Questions: Plasma Membrane Organization and Dynamics
5 questions to test your understanding
Score: 0 / 5
Question 1 Multiple Choice
A researcher uses FRAP (fluorescence recovery after photobleaching) and finds that some labeled membrane proteins recover slowly and in a patchy pattern, while others recover rapidly and uniformly. The slow-recovering proteins are most likely:
ADamaged by the photobleaching laser and unable to diffuse normally
BConfined within lipid raft domains or organized protein complexes that restrict free lateral diffusion
CToo large to diffuse through the fluid bilayer at detectable rates
DPeripheral membrane proteins that have partially detached from the bilayer
If all membrane proteins diffused freely (as the simple fluid mosaic model predicts), FRAP recovery would be rapid and uniform everywhere. Patchy, slow recovery indicates that some proteins are confined to organized domains — lipid rafts or protein scaffolds — that restrict their diffusion. This is precisely the kind of evidence that revealed the membrane is not a homogeneous fluid but contains structured, dynamic microdomains. The fluid mosaic model was correct that lipids and proteins can diffuse, but wrong that they do so randomly throughout the bilayer.
Question 2 Multiple Choice
Phosphatidylserine is normally confined to the inner leaflet of the plasma membrane. When it is detected on the outer leaflet of a cell, this most likely indicates:
ALipid raft formation is being initiated on the outer surface
BThe cell is rapidly growing and needs additional membrane area on the outer leaflet
CThe cell is undergoing apoptosis and is being flagged for recognition by phagocytes
DNormal membrane turnover has briefly disrupted leaflet asymmetry
Membrane asymmetry is actively maintained by flippases and floppases that consume ATP to keep phosphatidylserine on the inner leaflet. During apoptosis, this asymmetry is deliberately broken: scramblase enzymes mix the two leaflets, allowing phosphatidylserine to appear on the outer surface. Phagocytes recognize this 'eat me' signal through receptors like Annexin V binding sites. This is not incidental turnover but a specific, programmed signal. The appearance of PS on the outer leaflet is so reliably a marker of apoptosis that it is used as a diagnostic assay.
Question 3 True / False
The plasma membrane is best described as a uniformly fluid bilayer in which most membrane lipids and proteins diffuse freely without spatial restriction.
TTrue
FFalse
Answer: False
This describes the original fluid mosaic model (Singer and Nicolson, 1972), which was an important advance but is now known to be an oversimplification. The real plasma membrane contains lipid rafts — domains enriched in cholesterol and sphingolipids that are more ordered and less fluid than surrounding regions. Proteins preferentially partition into or out of these rafts, creating functional neighborhoods. Cytoskeletal attachments, protein scaffolds, and tight junctions further restrict diffusion. Single-particle tracking and FRAP experiments both demonstrate that diffusion is heterogeneous, not uniform.
Question 4 True / False
The entire surface area of a typical cell's plasma membrane is turned over — internalized and replaced — approximately every 30 to 60 minutes through the combined action of endocytosis and exocytosis, yet barrier function is maintained throughout.
TTrue
FFalse
Answer: True
This is one of the most striking facts about membrane dynamics. The membrane is not a static boundary but a continuously self-renewing structure. Endocytosis removes patches of membrane along with surface receptors and extracellular cargo; exocytosis from intracellular vesicles replenishes it. In epithelial cells, tight junctions between adjacent cells maintain the barrier function even as individual membranes are replaced, because the tight junction seals are maintained independently of lipid bilayer continuity. This continuous turnover enables rapid remodeling of receptor composition and cell surface identity.
Question 5 Short Answer
What are lipid rafts, and why does their existence challenge the simple fluid mosaic model of membrane organization?

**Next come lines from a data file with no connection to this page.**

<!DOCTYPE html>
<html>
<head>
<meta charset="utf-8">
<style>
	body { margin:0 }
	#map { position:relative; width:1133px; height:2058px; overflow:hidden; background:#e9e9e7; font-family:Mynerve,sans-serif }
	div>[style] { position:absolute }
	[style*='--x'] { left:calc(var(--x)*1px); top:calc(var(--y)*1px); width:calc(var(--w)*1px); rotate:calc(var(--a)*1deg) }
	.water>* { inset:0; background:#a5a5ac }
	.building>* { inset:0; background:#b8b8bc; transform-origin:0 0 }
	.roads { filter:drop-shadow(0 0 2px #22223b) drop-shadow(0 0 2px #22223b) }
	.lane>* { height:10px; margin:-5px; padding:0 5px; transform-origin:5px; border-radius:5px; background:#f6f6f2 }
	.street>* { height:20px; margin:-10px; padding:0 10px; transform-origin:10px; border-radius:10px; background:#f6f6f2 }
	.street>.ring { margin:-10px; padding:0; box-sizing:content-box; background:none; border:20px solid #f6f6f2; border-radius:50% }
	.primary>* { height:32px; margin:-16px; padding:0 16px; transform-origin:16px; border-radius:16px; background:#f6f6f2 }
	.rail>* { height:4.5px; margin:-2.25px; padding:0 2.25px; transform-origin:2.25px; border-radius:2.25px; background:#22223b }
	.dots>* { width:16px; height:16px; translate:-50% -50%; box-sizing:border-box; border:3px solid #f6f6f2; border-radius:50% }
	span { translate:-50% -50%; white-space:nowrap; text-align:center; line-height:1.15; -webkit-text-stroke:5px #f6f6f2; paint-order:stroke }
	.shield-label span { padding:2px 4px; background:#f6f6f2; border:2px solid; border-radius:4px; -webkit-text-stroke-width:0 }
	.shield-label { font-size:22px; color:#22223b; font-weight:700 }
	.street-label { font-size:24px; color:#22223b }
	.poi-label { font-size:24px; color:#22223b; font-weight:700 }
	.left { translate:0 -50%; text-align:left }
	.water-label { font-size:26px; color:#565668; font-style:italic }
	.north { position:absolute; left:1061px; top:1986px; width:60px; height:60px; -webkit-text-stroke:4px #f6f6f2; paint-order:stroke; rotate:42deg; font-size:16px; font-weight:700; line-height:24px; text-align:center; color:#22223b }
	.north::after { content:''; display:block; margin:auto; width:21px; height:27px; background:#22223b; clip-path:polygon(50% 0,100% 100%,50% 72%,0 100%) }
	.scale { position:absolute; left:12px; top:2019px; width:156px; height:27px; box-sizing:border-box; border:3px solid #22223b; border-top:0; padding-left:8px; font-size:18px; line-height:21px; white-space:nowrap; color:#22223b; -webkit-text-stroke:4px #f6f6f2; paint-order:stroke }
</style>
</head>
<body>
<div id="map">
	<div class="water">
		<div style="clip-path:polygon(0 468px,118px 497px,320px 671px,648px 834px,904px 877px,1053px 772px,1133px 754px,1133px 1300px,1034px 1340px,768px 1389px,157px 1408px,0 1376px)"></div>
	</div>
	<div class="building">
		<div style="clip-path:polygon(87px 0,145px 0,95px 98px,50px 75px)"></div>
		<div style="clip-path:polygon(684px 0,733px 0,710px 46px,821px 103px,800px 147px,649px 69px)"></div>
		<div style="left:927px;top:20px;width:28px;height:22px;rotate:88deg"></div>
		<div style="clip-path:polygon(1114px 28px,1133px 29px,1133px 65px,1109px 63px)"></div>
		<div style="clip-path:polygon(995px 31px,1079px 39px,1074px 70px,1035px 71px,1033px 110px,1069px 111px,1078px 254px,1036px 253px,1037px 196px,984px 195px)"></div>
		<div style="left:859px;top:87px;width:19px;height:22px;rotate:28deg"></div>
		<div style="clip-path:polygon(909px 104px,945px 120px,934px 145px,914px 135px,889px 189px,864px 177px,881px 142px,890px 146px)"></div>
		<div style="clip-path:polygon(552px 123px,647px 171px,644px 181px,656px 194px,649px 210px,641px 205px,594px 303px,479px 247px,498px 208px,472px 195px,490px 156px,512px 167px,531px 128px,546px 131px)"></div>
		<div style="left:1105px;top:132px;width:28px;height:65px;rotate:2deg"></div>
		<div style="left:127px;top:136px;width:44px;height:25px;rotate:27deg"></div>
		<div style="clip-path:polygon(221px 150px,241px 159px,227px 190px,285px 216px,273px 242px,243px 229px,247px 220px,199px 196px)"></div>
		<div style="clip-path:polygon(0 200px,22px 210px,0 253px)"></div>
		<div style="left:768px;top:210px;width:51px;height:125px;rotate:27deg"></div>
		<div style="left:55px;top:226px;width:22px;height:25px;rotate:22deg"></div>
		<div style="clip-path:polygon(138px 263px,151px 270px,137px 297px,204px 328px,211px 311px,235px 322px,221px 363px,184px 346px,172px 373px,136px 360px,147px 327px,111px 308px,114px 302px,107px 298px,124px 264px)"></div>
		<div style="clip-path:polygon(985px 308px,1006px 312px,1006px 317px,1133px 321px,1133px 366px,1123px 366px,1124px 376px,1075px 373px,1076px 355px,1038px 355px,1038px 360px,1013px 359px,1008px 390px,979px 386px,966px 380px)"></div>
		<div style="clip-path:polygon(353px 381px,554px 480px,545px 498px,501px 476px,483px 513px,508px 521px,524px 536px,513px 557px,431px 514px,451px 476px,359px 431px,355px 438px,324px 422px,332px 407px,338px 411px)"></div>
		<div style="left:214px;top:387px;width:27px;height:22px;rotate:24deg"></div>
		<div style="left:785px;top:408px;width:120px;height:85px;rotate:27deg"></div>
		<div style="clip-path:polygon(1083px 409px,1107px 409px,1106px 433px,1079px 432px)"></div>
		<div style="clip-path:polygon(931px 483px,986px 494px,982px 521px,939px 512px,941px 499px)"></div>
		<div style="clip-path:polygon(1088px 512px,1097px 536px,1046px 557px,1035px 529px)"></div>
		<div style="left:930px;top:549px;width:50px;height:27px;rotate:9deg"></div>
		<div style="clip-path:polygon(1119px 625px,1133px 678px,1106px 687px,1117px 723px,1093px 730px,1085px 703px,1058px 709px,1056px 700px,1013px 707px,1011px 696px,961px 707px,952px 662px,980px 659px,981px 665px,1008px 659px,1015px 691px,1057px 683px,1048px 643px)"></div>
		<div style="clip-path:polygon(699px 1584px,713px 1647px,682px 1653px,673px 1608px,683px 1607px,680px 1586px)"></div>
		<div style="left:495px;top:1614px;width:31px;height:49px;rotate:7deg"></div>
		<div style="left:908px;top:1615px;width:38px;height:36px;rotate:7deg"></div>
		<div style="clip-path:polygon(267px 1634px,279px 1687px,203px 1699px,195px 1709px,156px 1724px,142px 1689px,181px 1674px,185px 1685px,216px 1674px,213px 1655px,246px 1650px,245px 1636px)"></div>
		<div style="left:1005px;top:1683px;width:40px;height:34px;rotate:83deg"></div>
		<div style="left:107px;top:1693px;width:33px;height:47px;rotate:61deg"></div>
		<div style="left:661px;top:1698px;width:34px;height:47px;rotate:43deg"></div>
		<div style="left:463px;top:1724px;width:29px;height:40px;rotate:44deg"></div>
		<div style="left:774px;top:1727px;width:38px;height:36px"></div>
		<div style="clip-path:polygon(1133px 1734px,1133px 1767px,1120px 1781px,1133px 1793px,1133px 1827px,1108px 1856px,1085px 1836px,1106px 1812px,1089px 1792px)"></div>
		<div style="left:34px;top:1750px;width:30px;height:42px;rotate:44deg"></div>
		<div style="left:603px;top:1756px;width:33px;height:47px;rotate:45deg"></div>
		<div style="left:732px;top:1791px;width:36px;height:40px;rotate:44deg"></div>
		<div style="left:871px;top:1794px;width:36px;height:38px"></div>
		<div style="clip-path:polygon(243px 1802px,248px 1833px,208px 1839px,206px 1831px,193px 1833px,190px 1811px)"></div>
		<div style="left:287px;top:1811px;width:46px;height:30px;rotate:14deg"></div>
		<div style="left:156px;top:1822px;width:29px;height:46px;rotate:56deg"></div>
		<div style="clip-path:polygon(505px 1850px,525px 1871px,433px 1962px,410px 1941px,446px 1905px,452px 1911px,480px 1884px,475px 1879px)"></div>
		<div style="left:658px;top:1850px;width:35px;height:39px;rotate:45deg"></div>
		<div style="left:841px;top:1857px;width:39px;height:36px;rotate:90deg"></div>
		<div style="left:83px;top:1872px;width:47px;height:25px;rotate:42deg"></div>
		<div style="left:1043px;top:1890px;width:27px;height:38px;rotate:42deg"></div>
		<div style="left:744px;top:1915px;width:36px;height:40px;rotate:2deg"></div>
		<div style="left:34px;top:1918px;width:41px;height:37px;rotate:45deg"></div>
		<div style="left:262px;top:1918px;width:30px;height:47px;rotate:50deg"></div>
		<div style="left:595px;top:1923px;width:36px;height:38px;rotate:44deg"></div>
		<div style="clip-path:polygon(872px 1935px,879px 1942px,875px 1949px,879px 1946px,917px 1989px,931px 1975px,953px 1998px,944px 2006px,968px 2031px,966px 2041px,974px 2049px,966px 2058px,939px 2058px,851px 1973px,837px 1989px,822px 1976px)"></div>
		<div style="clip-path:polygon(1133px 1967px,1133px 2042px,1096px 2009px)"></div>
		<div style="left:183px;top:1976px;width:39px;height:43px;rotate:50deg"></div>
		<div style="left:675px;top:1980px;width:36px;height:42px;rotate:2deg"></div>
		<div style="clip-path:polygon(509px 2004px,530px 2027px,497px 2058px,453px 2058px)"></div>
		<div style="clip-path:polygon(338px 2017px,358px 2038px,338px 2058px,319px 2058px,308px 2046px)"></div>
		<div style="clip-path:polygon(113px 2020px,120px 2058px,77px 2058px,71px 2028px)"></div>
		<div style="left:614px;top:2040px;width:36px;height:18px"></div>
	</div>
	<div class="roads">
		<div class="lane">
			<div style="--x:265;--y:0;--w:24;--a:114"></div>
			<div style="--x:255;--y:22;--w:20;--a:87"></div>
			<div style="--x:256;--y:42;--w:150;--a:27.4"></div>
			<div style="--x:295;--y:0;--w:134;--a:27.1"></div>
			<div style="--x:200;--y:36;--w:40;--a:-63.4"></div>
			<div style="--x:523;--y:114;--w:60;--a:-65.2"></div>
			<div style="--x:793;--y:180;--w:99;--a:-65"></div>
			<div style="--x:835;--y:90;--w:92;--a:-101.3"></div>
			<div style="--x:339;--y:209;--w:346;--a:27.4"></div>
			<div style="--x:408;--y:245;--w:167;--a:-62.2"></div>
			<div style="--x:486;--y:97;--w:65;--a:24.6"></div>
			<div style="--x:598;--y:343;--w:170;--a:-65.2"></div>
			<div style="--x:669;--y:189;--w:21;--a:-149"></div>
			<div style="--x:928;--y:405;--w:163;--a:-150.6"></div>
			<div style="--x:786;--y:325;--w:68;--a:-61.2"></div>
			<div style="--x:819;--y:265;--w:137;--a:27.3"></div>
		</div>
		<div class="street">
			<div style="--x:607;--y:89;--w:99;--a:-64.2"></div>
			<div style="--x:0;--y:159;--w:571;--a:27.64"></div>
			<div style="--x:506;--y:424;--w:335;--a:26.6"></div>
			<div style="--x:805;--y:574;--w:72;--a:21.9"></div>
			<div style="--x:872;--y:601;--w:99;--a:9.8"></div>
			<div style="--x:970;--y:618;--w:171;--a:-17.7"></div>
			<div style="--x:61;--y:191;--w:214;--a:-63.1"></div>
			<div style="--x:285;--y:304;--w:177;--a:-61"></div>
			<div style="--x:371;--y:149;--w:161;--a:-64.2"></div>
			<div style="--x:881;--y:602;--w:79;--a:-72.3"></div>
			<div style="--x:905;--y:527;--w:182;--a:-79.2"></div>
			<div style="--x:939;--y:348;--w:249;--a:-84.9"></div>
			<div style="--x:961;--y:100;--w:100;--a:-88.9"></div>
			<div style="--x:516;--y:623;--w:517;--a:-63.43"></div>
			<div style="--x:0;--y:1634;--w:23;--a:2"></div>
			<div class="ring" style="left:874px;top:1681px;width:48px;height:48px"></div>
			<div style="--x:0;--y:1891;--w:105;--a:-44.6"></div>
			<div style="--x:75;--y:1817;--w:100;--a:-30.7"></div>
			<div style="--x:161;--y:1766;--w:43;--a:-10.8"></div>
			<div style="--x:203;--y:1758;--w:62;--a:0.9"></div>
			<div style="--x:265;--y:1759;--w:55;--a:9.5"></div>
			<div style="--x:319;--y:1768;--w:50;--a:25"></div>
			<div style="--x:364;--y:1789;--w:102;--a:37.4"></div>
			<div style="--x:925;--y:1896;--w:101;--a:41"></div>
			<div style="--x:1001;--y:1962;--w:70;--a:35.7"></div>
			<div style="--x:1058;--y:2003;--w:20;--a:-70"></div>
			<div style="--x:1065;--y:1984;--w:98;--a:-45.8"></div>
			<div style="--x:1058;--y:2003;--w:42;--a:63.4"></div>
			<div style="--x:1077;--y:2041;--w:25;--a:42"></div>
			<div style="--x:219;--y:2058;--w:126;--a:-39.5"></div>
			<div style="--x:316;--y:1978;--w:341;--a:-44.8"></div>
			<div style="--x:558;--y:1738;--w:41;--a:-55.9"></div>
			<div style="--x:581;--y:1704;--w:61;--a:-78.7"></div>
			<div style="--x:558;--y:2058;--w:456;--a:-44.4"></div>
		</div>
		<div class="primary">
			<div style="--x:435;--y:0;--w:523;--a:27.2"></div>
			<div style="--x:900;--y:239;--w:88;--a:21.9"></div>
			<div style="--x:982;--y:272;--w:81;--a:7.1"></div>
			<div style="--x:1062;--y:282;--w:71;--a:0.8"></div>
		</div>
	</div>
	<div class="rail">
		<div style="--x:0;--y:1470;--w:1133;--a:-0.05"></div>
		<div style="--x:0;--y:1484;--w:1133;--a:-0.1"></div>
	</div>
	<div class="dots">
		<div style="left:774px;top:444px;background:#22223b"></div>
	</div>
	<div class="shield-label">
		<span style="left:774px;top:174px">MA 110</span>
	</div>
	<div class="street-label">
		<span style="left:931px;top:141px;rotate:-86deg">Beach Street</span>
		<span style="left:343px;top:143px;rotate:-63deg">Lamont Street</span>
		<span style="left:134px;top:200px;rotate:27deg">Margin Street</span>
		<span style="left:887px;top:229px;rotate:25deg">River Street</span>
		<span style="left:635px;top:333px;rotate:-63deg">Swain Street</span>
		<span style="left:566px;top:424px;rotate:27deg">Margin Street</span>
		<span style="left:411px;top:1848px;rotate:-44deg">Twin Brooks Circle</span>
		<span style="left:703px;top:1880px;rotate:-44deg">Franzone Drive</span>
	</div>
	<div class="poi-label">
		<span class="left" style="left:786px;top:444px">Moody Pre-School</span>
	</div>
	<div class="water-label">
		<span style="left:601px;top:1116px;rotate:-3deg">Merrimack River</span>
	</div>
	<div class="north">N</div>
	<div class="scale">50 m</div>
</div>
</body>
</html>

Think about your answer, then reveal below.
Model answer: Lipid rafts are small, dynamic membrane domains enriched in cholesterol and sphingolipids. Because cholesterol fills the gaps between tightly packed sphingolipid tails, raft regions are more ordered and thicker than the surrounding glycerophospholipid-rich membrane. Certain proteins — especially GPI-anchored proteins on the outer leaflet and Src-family kinases on the inner leaflet — preferentially partition into these domains, concentrating signaling components together. The simple fluid mosaic model predicted a homogeneous, randomly mixed lipid bilayer in which proteins diffuse freely. Lipid rafts contradict this by showing that the membrane has lateral organization — specific lipid phases that partition proteins non-randomly and create functional signaling platforms.

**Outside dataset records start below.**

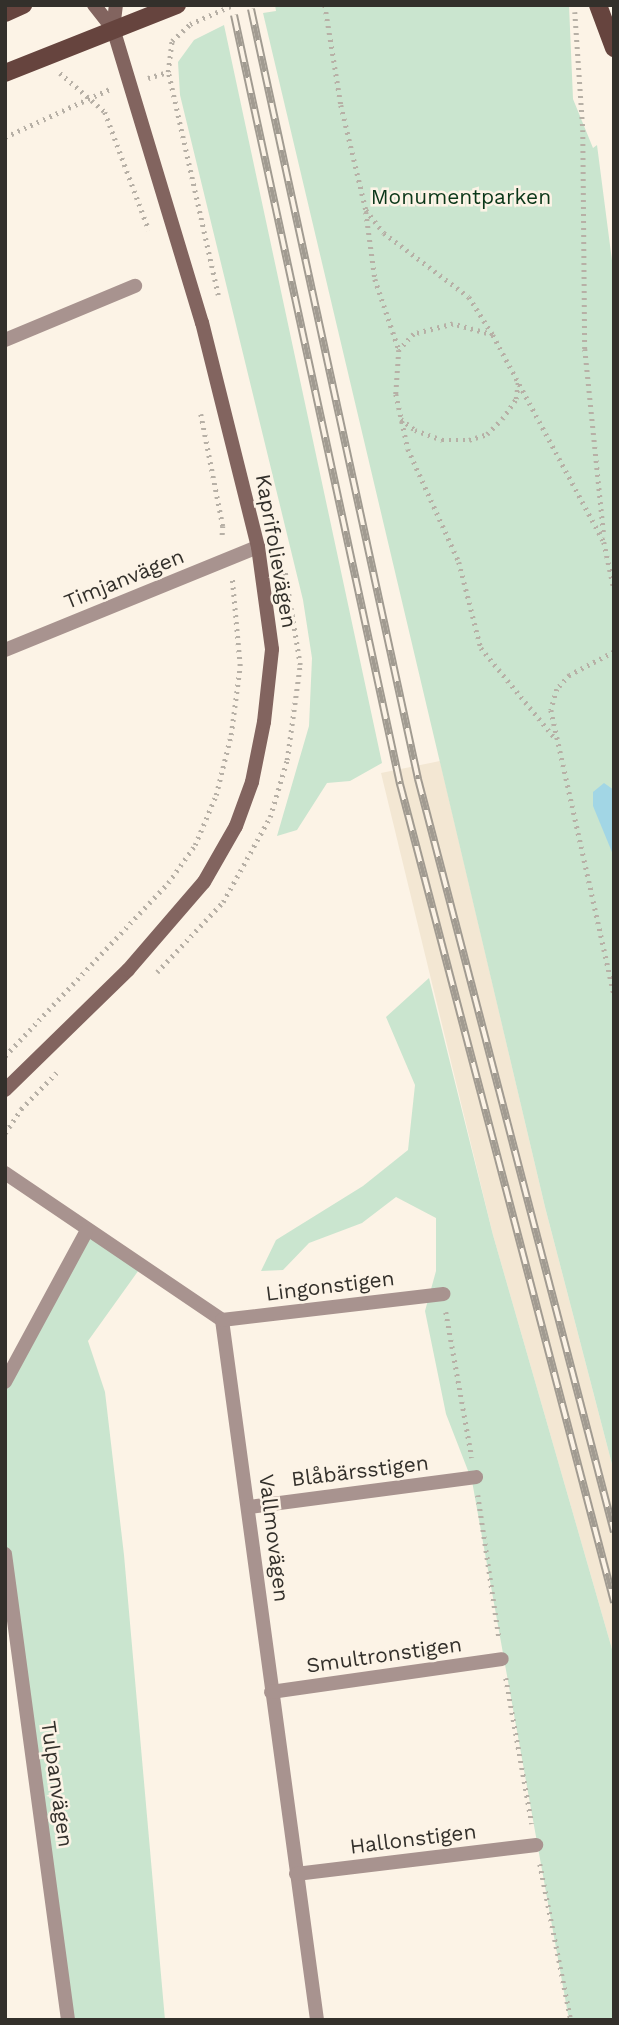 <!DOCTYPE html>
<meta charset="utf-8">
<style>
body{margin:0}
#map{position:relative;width:619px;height:2025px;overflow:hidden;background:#fcf3e6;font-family:"Work Sans",sans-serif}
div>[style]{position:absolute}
.built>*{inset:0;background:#f3e7d3}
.green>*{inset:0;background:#cae5cf}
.water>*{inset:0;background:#a2d6e5}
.path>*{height:4.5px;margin-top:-2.25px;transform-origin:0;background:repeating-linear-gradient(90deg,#b7b0a6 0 2px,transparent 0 7px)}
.street>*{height:14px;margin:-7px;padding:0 7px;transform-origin:7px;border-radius:7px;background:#a8938f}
.secondary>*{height:14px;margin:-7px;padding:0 7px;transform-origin:7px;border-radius:7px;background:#82645f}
.primary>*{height:18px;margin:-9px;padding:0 9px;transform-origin:9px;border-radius:9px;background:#66443e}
.rail>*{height:8px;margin-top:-4px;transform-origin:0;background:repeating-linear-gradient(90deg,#fcf3e6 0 16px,#a19b91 0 32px);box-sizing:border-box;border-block:2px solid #a19b91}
span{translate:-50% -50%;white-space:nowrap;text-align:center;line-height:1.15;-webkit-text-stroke:5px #fcf3e6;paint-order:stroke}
.park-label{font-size:21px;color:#0b3719}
.street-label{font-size:21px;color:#33302b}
.frame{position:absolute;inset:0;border:7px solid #33302b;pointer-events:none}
</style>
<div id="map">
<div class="built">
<div style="clip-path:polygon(440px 761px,545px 1207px,614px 1472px,614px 1656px,493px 1235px,381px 773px)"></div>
</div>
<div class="green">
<div style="clip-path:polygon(275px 5px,569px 5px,573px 99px,593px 148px,597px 145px,614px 276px,614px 1472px,545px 1207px,263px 13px,276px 11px)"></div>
<div style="clip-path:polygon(224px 25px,382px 763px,350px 781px,327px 783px,297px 830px,277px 836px,309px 726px,312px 658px,303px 600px,180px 95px,178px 62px,194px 40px)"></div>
<div style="clip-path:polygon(429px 978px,493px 1235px,614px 1656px,614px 2020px,569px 2020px,472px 1481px,446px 1414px,425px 1311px,436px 1271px,436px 1218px,396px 1197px,362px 1223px,309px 1243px,283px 1270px,261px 1271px,276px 1240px,363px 1186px,408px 1150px,415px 1085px,386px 1017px)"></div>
<div style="clip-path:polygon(86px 1232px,141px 1267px,88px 1341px,105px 1392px,124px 1555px,165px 2020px,68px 2020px,5px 1554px,5px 1382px)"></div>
</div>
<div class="water">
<div style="clip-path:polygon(604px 783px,614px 790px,614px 857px,593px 806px,593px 792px)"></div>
</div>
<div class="path">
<div style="left:325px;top:5px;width:101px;rotate:80.9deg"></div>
<div style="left:341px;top:105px;width:108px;rotate:76.6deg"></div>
<div style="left:366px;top:210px;width:29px;rotate:52deg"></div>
<div style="left:384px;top:233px;width:106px;rotate:37deg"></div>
<div style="left:469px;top:297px;width:45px;rotate:57.7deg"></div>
<div style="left:493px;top:335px;width:235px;rotate:61.8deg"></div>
<div style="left:604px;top:542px;width:48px;rotate:78deg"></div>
<div style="left:575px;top:12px;width:118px;rotate:86.1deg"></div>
<div style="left:583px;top:130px;width:219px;rotate:89.5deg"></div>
<div style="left:585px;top:349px;width:189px;rotate:84.2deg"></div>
<div style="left:60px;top:73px;width:60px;rotate:40.9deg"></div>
<div style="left:105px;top:112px;width:126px;rotate:69.6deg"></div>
<div style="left:148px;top:78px;width:21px;rotate:-17deg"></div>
<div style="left:5px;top:137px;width:115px;rotate:-24.6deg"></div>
<div style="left:366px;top:212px;width:68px;rotate:82.3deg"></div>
<div style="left:375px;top:279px;width:75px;rotate:71.3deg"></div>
<div style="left:218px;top:295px;width:229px;rotate:-102.6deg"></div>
<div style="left:168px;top:72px;width:31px;rotate:-83deg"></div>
<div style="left:172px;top:41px;width:25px;rotate:-43deg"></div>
<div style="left:190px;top:24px;width:47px;rotate:-23.8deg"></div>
<div style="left:493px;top:335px;width:41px;rotate:-164.6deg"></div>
<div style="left:453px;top:324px;width:40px;rotate:165.6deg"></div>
<div style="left:414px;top:334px;width:22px;rotate:133deg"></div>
<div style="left:399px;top:350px;width:44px;rotate:93.9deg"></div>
<div style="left:396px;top:394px;width:56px;rotate:77.7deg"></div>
<div style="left:408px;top:449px;width:124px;rotate:65.7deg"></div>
<div style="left:459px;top:562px;width:89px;rotate:75.7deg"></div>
<div style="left:481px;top:648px;width:115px;rotate:50.6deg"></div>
<div style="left:201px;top:414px;width:114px;rotate:78.9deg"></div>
<div style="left:223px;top:526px;width:13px;rotate:94deg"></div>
<div style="left:401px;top:419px;width:18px;rotate:38deg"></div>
<div style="left:415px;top:430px;width:29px;rotate:20deg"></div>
<div style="left:442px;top:440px;width:27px"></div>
<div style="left:469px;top:440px;width:19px;rotate:-18deg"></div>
<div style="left:487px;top:434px;width:21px;rotate:-45deg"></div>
<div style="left:502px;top:419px;width:24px;rotate:-55deg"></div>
<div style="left:516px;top:399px;width:17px;rotate:-83deg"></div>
<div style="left:614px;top:652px;width:50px;rotate:152.4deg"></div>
<div style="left:570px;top:675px;width:19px;rotate:133deg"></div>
<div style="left:557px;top:689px;width:22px;rotate:106deg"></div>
<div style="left:551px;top:710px;width:291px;rotate:77.5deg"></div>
<div style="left:157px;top:972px;width:96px;rotate:-46.7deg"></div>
<div style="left:223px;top:902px;width:97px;rotate:-61.1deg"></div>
<div style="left:270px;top:817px;width:59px;rotate:-73.4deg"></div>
<div style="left:287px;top:760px;width:96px;rotate:-82.2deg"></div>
<div style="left:300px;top:665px;width:94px;rotate:-99.2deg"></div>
<div style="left:5px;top:1056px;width:238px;rotate:-46.7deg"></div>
<div style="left:168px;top:883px;width:47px;rotate:-54.6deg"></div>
<div style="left:195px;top:845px;width:54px;rotate:-67.2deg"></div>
<div style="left:216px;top:795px;width:62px;rotate:-76deg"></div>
<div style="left:231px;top:735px;width:70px;rotate:-82.6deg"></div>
<div style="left:240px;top:666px;width:88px;rotate:-95.2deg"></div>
<div style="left:5px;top:1133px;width:29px;rotate:-56deg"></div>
<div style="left:21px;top:1109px;width:54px;rotate:-45.7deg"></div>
<div style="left:446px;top:1312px;width:148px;rotate:79.9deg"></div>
<div style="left:478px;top:1495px;width:145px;rotate:81.6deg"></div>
<div style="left:506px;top:1678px;width:148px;rotate:79.9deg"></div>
<div style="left:540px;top:1864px;width:159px;rotate:78.8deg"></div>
</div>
<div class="street">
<div style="left:5px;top:340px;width:141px;rotate:-22.6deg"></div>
<div style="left:5px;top:650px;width:273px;rotate:-22.2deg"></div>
<div style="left:5px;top:1173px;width:262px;rotate:34.1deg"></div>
<div style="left:222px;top:1320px;width:706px;rotate:82.27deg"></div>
<div style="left:222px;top:1320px;width:223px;rotate:-6.7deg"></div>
<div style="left:5px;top:1382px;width:170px;rotate:-61.6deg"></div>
<div style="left:249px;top:1507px;width:229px;rotate:-7.5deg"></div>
<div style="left:5px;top:1554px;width:470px;rotate:82.3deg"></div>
<div style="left:271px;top:1692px;width:233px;rotate:-8.1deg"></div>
<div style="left:296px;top:1874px;width:242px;rotate:-6.9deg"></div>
</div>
<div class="secondary">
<div style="left:113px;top:29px;width:24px;rotate:-83deg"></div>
<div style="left:5px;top:1090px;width:172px;rotate:-44.3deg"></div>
<div style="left:128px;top:970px;width:116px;rotate:-49.2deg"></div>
<div style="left:204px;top:882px;width:64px;rotate:-60.3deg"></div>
<div style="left:236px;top:826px;width:47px;rotate:-70deg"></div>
<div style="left:252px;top:782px;width:61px;rotate:-78.7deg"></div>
<div style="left:264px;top:722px;width:73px;rotate:-83.7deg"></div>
<div style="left:272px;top:649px;width:103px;rotate:-97.8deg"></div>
<div style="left:258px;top:547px;width:231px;rotate:-104deg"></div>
<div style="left:202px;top:323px;width:307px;rotate:-106.8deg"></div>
<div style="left:113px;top:29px;width:31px;rotate:-128deg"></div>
</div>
<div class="primary">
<div style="left:598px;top:5px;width:46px;rotate:69.6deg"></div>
<div style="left:5px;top:13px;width:20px;rotate:-24deg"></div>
<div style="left:5px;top:73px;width:185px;rotate:-21.6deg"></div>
</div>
<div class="rail">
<div style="left:251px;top:9px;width:788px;rotate:77.76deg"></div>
<div style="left:418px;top:779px;width:778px;rotate:75.41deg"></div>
<div style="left:234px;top:15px;width:787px;rotate:77.82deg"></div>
<div style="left:400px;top:784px;width:846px;rotate:75.34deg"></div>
</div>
<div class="park-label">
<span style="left:461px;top:197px">Monumentparken</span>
</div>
<div class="street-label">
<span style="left:276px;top:551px;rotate:80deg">Kaprifolievägen</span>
<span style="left:124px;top:579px;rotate:-22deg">Timjanvägen</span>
<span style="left:330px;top:1286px;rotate:-7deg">Lingonstigen</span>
<span style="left:360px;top:1471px;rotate:-7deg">Blåbärsstigen</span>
<span style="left:274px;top:1538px;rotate:83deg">Vallmovägen</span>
<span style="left:384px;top:1655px;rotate:-8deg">Smultronstigen</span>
<span style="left:57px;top:1784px;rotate:82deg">Tulpanvägen</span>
<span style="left:413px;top:1839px;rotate:-7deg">Hallonstigen</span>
</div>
<div class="frame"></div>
</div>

The functional significance is that signal transduction is more efficient when receptors and downstream signaling molecules are co-localized in rafts rather than randomly distributed. Disrupting rafts (e.g., by extracting cholesterol) impairs signaling pathways that depend on this co-localization. Lipid rafts thus represent the membrane's way of organizing biochemistry spatially without requiring gene expression or protein synthesis — a rapid, tunable mechanism for controlling which molecules interact.